PDX1 (pancreatic and duodenal homeobox 1), also known as insulin promoter factor 1, is a transcription factor in the ParaHox gene cluster. In vertebrates, Pdx1 is necessary for pancreatic development, including β-cell maturation, and duodenal differentiation. In humans this protein is encoded by the PDX1 gene, which was formerly known as IPF1. The gene was originally identified in the clawed frog Xenopus laevis  and is present widely across the evolutionary diversity of bilaterian animals, although it has been lost in evolution in arthropods and nematodes.  Despite the gene name being Pdx1, there is no Pdx2 gene in most animals; single-copy Pdx1 orthologs have been identified in all mammals.  Coelacanth and cartilaginous fish are, so far, the only vertebrates shown to have two Pdx genes, Pdx1 and Pdx2.

Function

Pancreatic development 

In pancreatic development, Pdx1 is expressed by a population of cells in the posterior foregut region of the definitive endoderm, and Pdx1+ epithelial cells give rise to the developing pancreatic buds, and eventually, the whole of the pancreas—its exocrine, endocrine, and ductal cell populations. Pancreatic Pdx1+ cells first arise at mouse embryonic day 8.5-9.0 (E8.5-9.0), and Pdx1 expression continues until E12.0-E12.5. Homozygous Pdx1 knockout mice form pancreatic buds but fail to develop a pancreas, and transgenic mice in which tetracycline application results in death of Pdx1+ cells are almost completely apancreatic if doxycycline (tetracycline derivative) is administered throughout the pregnancy of these transgenic mice, illustrating the necessity of Pdx1+ cells in pancreatic development.

Pdx1 is accepted as the earliest marker for pancreatic differentiation, with the fates of pancreatic cells controlled by downstream transcription factors. The initial pancreatic bud is composed of Pdx1+ pancreatic progenitor cells that co-express Hlxb9, Hnf6, Ptf1a and NKX6-1. These cells further proliferate and branch in response to FGF-10 signaling.
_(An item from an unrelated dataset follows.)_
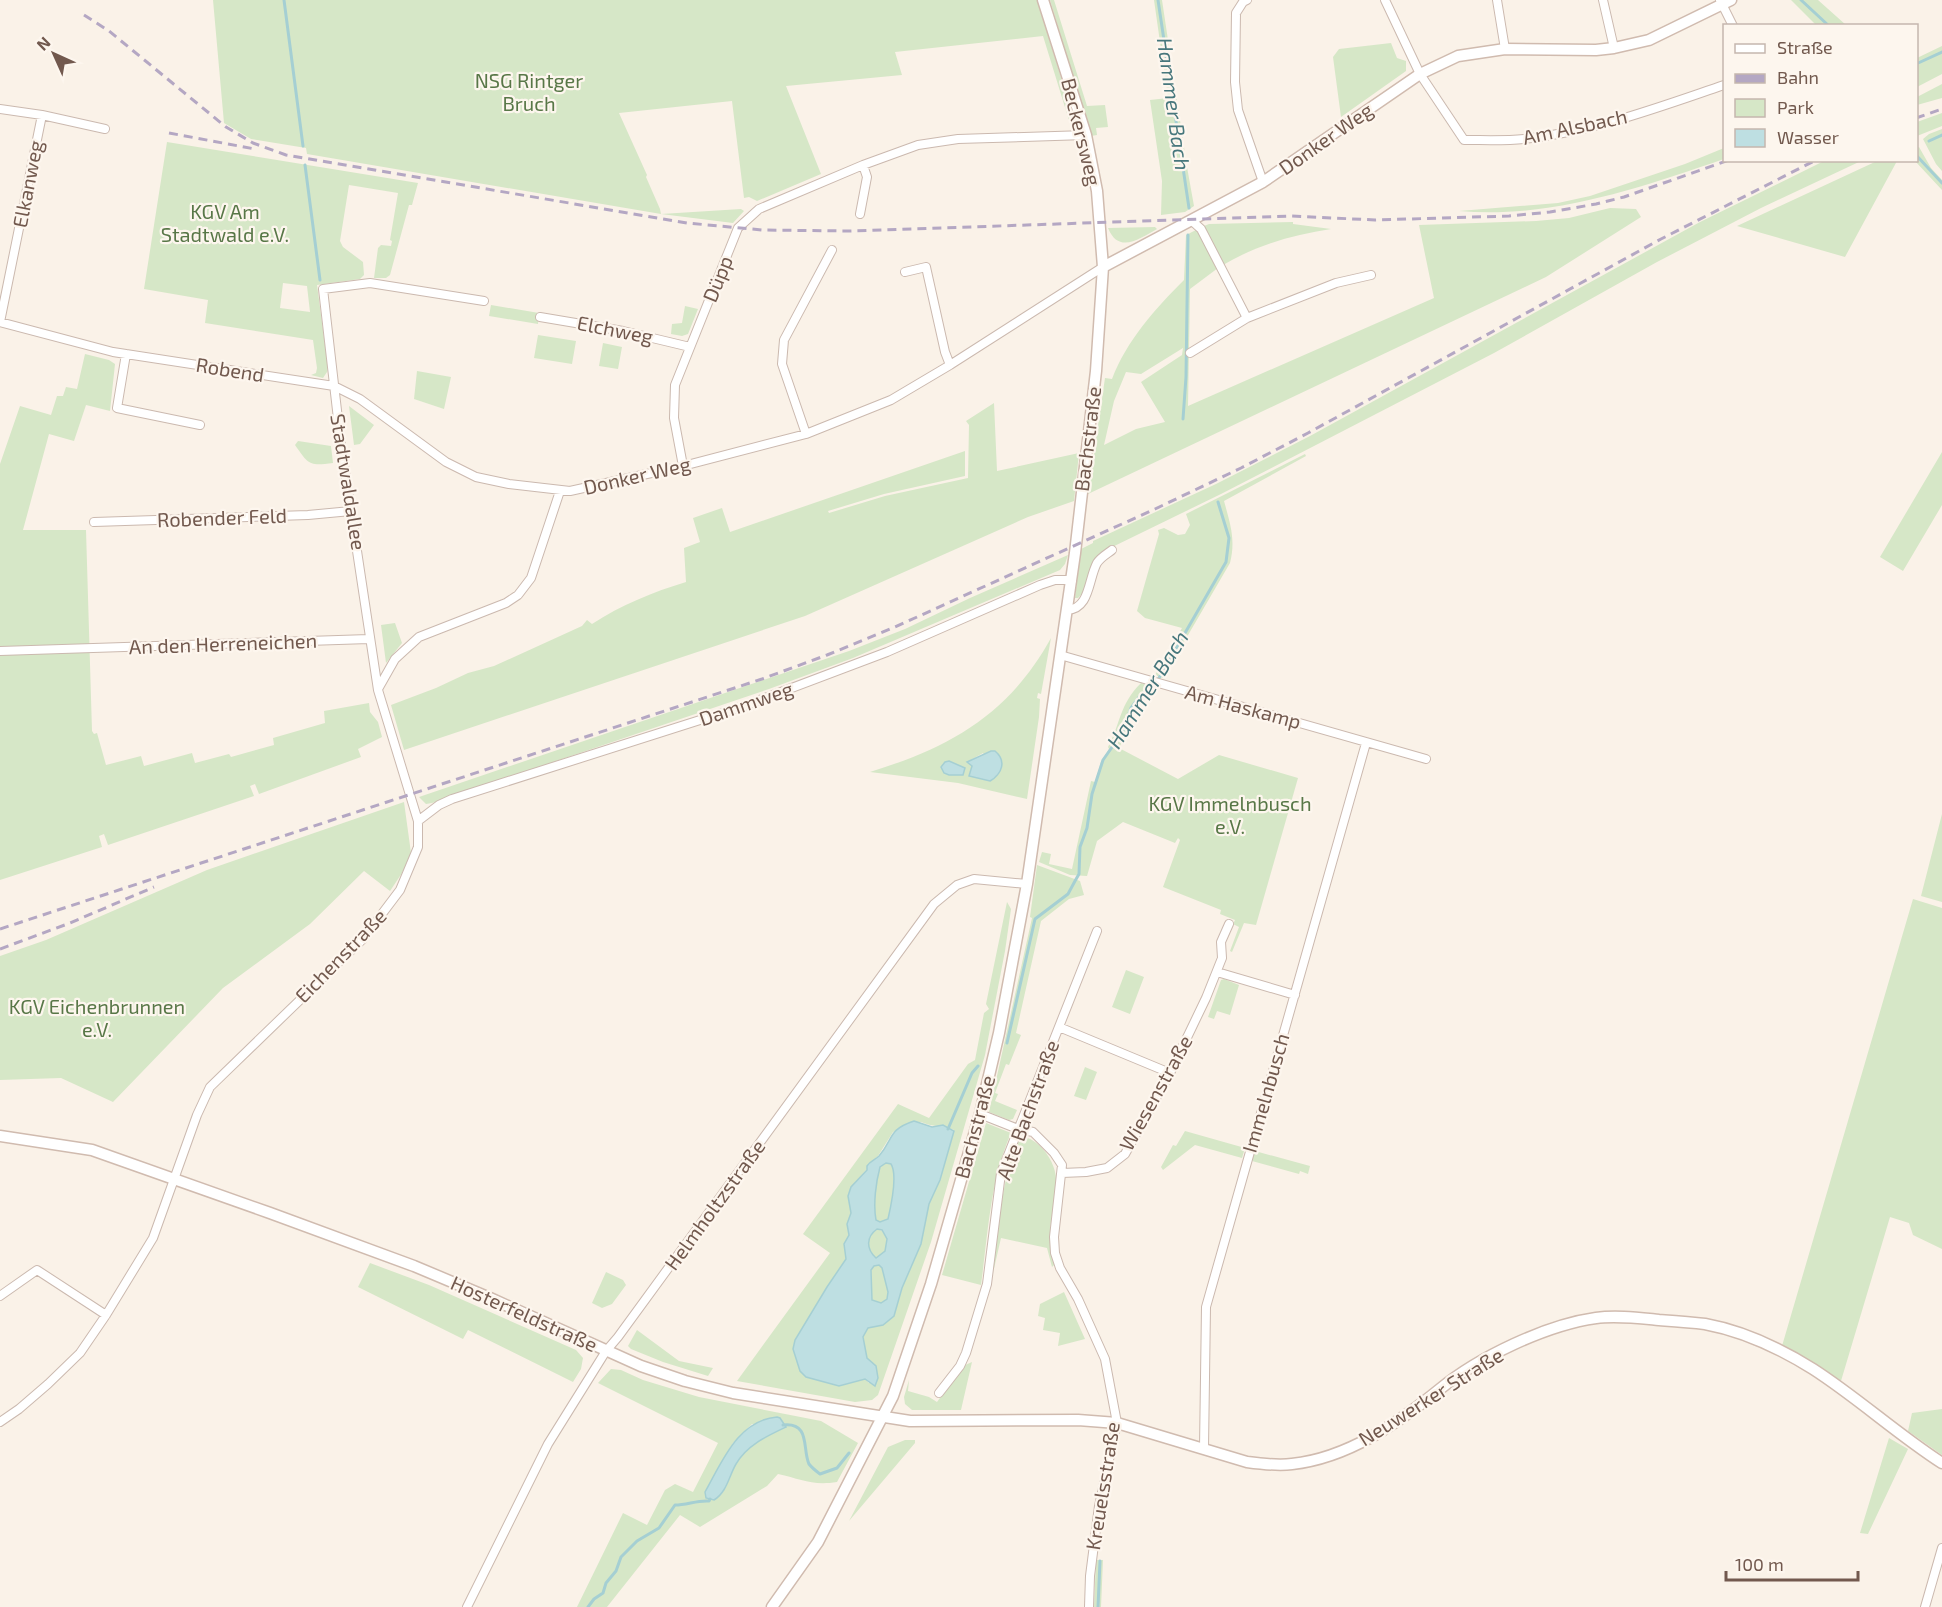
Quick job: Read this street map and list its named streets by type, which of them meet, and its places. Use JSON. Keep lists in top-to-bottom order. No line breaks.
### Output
{"streets":{"street":["Am Alsbach","Beckersweg","Donker Weg","Elkanweg","Düpp","Elchweg","Robend","Bachstraße","Stadtwaldallee","Robender Feld","An den Herreneichen","Dammweg","Am Haskamp","Eichenstraße","Wiesenstraße","Immelnbusch","Alte Bachstraße","Helmholtzstraße","Hosterfeldstraße","Neuwerker Straße","Kreuelsstraße"]},"crossings":[["Am Alsbach","Donker Weg"],["Beckersweg","Donker Weg"],["Beckersweg","Düpp"],["Beckersweg","Bachstraße"],["Donker Weg","Düpp"],["Donker Weg","Robend"],["Donker Weg","Bachstraße"],["Donker Weg","Stadtwaldallee"],["Elkanweg","Robend"],["Düpp","Elchweg"],["Robend","Stadtwaldallee"],["Bachstraße","Dammweg"],["Bachstraße","Am Haskamp"],["Bachstraße","Helmholtzstraße"],["Bachstraße","Hosterfeldstraße"],["Bachstraße","Neuwerker Straße"],["Stadtwaldallee","Robender Feld"],["Stadtwaldallee","An den Herreneichen"],["Stadtwaldallee","Eichenstraße"],["Dammweg","Eichenstraße"],["Am Haskamp","Immelnbusch"],["Eichenstraße","Hosterfeldstraße"],["Wiesenstraße","Kreuelsstraße"],["Immelnbusch","Neuwerker Straße"],["Helmholtzstraße","Hosterfeldstraße"],["Hosterfeldstraße","Neuwerker Straße"],["Neuwerker Straße","Kreuelsstraße"]],"water":["Hammer Bach"],"parks":["NSG Rintger Bruch","KGV Am Stadtwald e.V.","KGV Immelnbusch e.V.","KGV Eichenbrunnen e.V."],"legend":["Straße","Bahn","Park","Wasser"],"scale_bar":"100 m","north":"top left"}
Afterwards, differentiation of the pancreatic cells begins; a population of cells has Notch signaling inhibited, and subsequently, expresses Ngn3. This Ngn3+ population is a transient population of pancreatic endocrine progenitors that gives rise to the α, β, Δ, PP, and ε cells of the islets of Langerhans. Other cells will give rise to the exocrine and ductal pancreatic cell populations.

β-cell maturation and survival 

The final stages of pancreas development involves the production of different endocrine cells, including insulin-producing β-cells and glucagon-producing α-cells. Pdx1 is necessary for β-cell maturation: developing β-cells co-express Pdx1, NKX6-1, and insulin, a process that results in the silencing of MafB and the expression of MafA, a necessary switch in maturation of β-cells. At this stage of pancreas development, the experimental decrease in the expression of Pdx1 results in a production of a smaller number of β-cells and an associated increase in the number of α-cells.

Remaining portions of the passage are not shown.